• _ABOUT THIS EXERCISE_
Return, word for word, every entry in the listing below, but not its images.

• _EXERCISE INPUT_

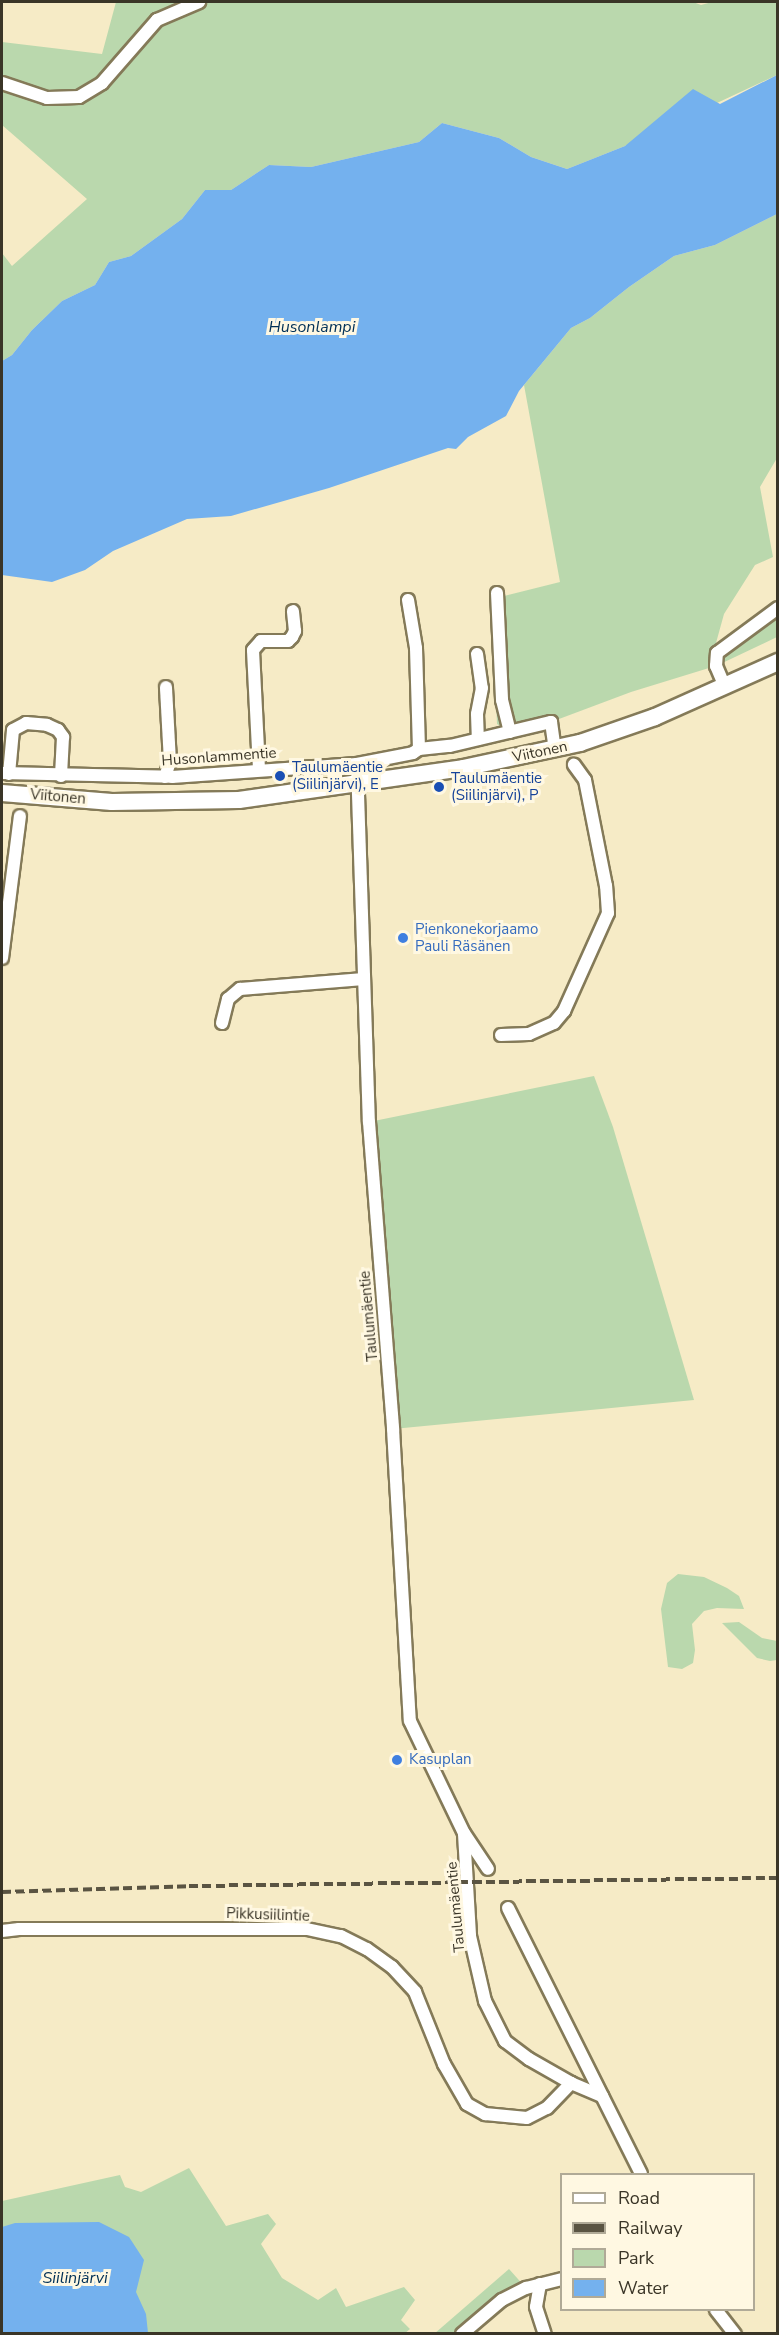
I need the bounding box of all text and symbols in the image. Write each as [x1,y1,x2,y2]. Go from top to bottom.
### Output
water label: Husonlampi [269,317,355,337]
street label: Viitonen [511,737,569,767]
street label: Husonlammentie [161,744,277,770]
place label: Taulumäentie (Siilinjärvi), E [292,758,383,793]
marker: Taulumäentie (Siilinjärvi), E [273,769,287,783]
place label: Taulumäentie (Siilinjärvi), P [451,769,542,804]
marker: Taulumäentie (Siilinjärvi), P [432,780,446,794]
street label: Viitonen [29,786,87,808]
place label: Pienkonekorjaamo Pauli Räsänen [415,920,538,955]
marker: Pienkonekorjaamo Pauli Räsänen [396,931,410,945]
street label: Taulumäentie [356,1270,382,1362]
place label: Kasuplan [409,1751,472,1769]
marker: Kasuplan [390,1753,404,1767]
street label: Taulumäentie [443,1861,469,1953]
street label: Pikkusiilintie [226,1905,310,1925]
legend [560,2173,755,2311]
text: Road [618,2186,660,2210]
text: Railway [618,2216,683,2240]
text: Park [618,2246,654,2270]
water label: Siilinjärvi [42,2268,108,2288]
text: Water [618,2276,669,2300]

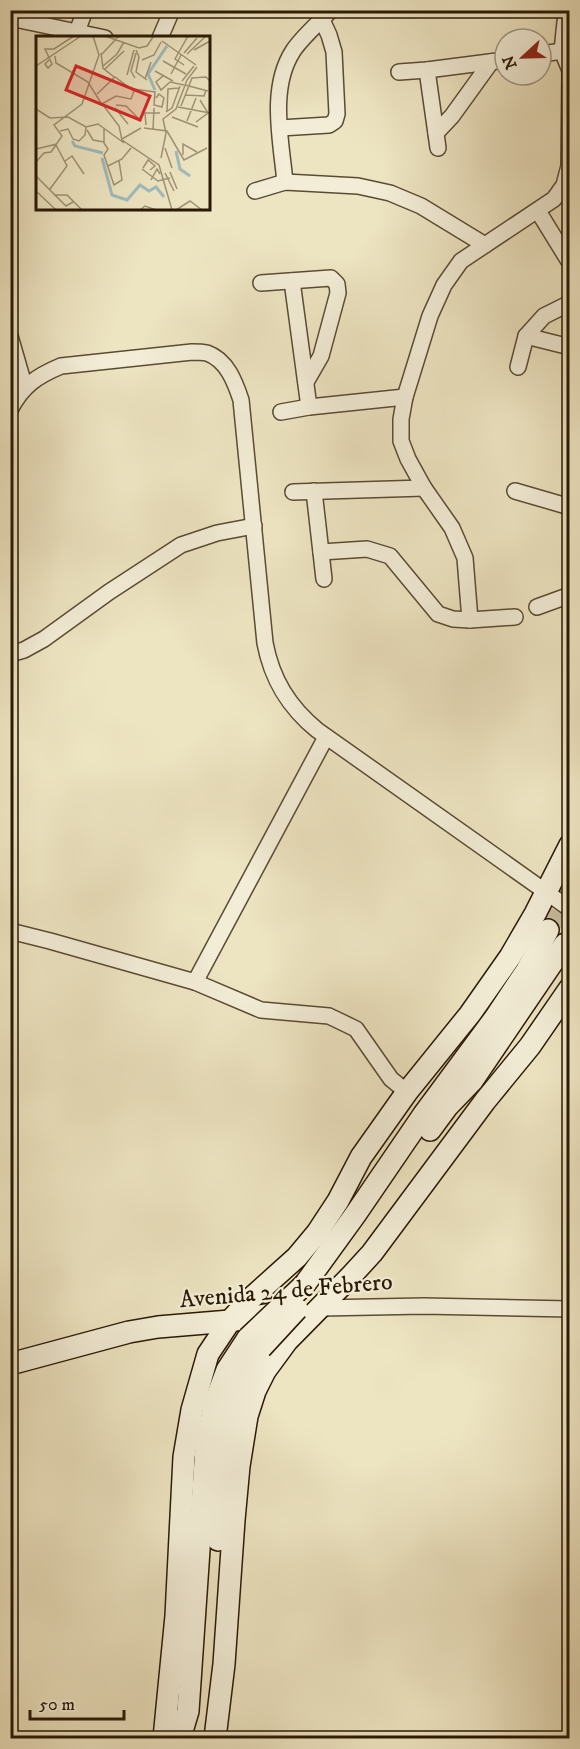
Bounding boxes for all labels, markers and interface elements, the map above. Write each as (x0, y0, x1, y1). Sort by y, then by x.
north arrow (493, 27, 553, 87)
inset map (36, 36, 210, 210)
text: N (498, 52, 522, 72)
street label: Avenida 24 de Febrero (178, 1267, 394, 1315)
scale bar (30, 1683, 124, 1721)
text: 50 m (39, 1694, 75, 1716)

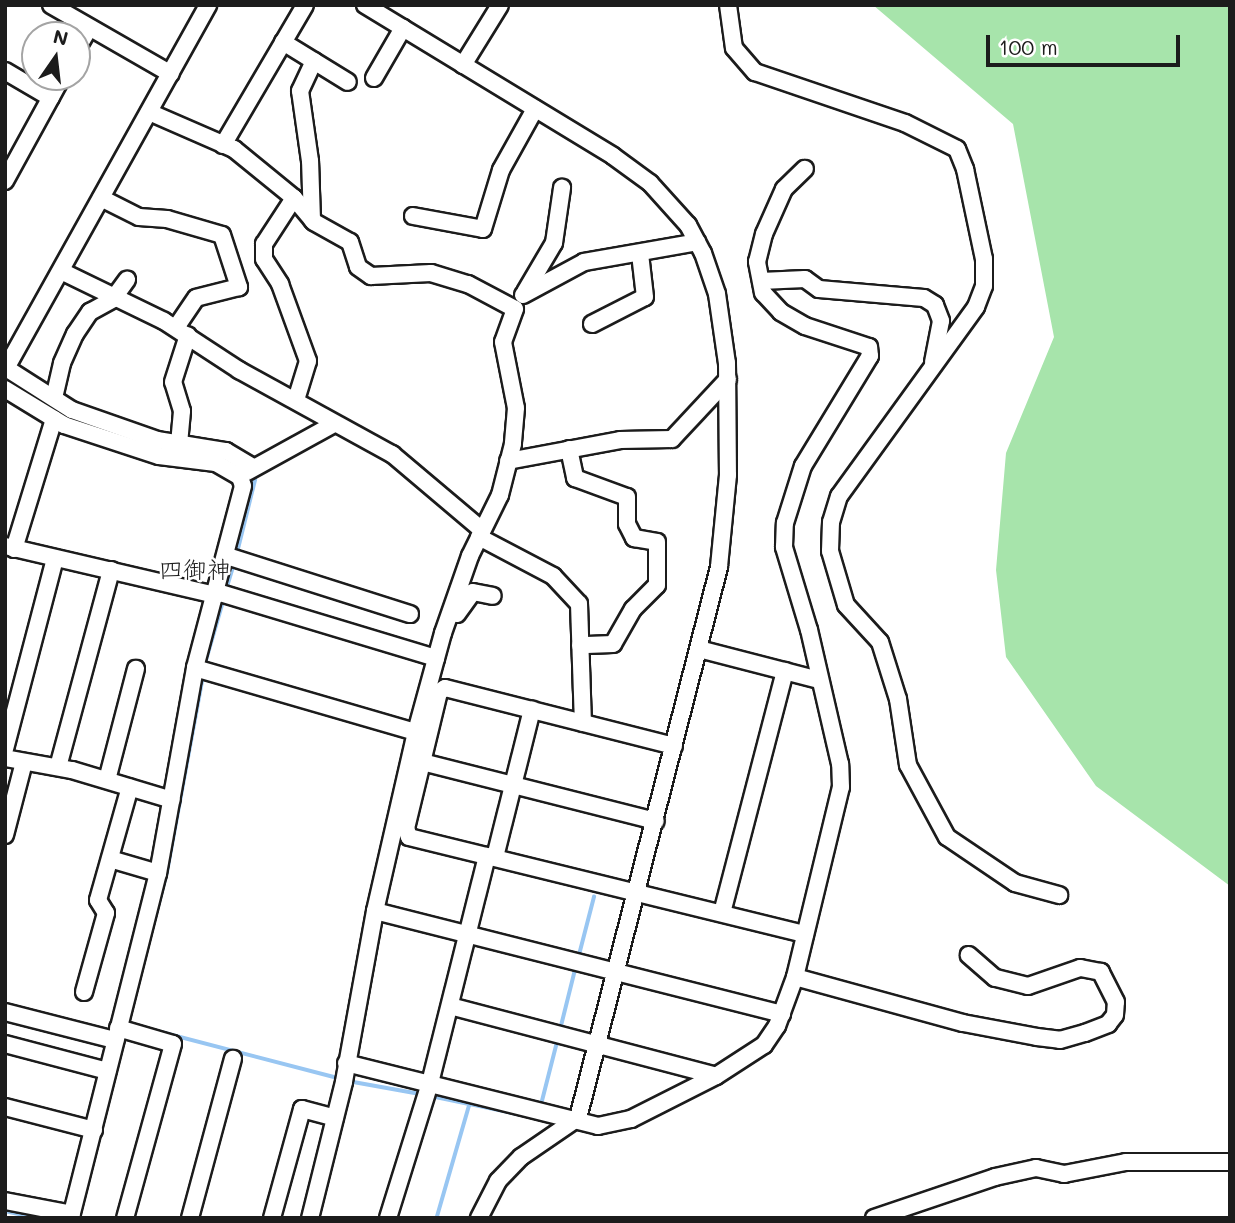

• _EXERCISE SOLUTION_
I need the bounding box of all text and symbols in the image. Write each as [x1,y1,x2,y2]. Go from top to bottom.
### Output
water label: Husonlampi [269,317,355,337]
street label: Viitonen [511,737,569,767]
street label: Husonlammentie [161,744,277,770]
place label: Taulumäentie (Siilinjärvi), E [292,758,383,793]
marker: Taulumäentie (Siilinjärvi), E [273,769,287,783]
place label: Taulumäentie (Siilinjärvi), P [451,769,542,804]
marker: Taulumäentie (Siilinjärvi), P [432,780,446,794]
street label: Viitonen [29,786,87,808]
place label: Pienkonekorjaamo Pauli Räsänen [415,920,538,955]
marker: Pienkonekorjaamo Pauli Räsänen [396,931,410,945]
street label: Taulumäentie [356,1270,382,1362]
place label: Kasuplan [409,1751,472,1769]
marker: Kasuplan [390,1753,404,1767]
street label: Taulumäentie [443,1861,469,1953]
street label: Pikkusiilintie [226,1905,310,1925]
legend [560,2173,755,2311]
text: Road [618,2186,660,2210]
text: Railway [618,2216,683,2240]
text: Park [618,2246,654,2270]
water label: Siilinjärvi [42,2268,108,2288]
text: Water [618,2276,669,2300]

Bounding boxes for all labels, markers and interface elements, the map above. Write each as (x0, y0, x1, y1). Sort by y, then by x.
north arrow (493, 27, 553, 87)
inset map (36, 36, 210, 210)
text: N (498, 52, 522, 72)
street label: Avenida 24 de Febrero (178, 1267, 394, 1315)
scale bar (30, 1683, 124, 1721)
text: 50 m (39, 1694, 75, 1716)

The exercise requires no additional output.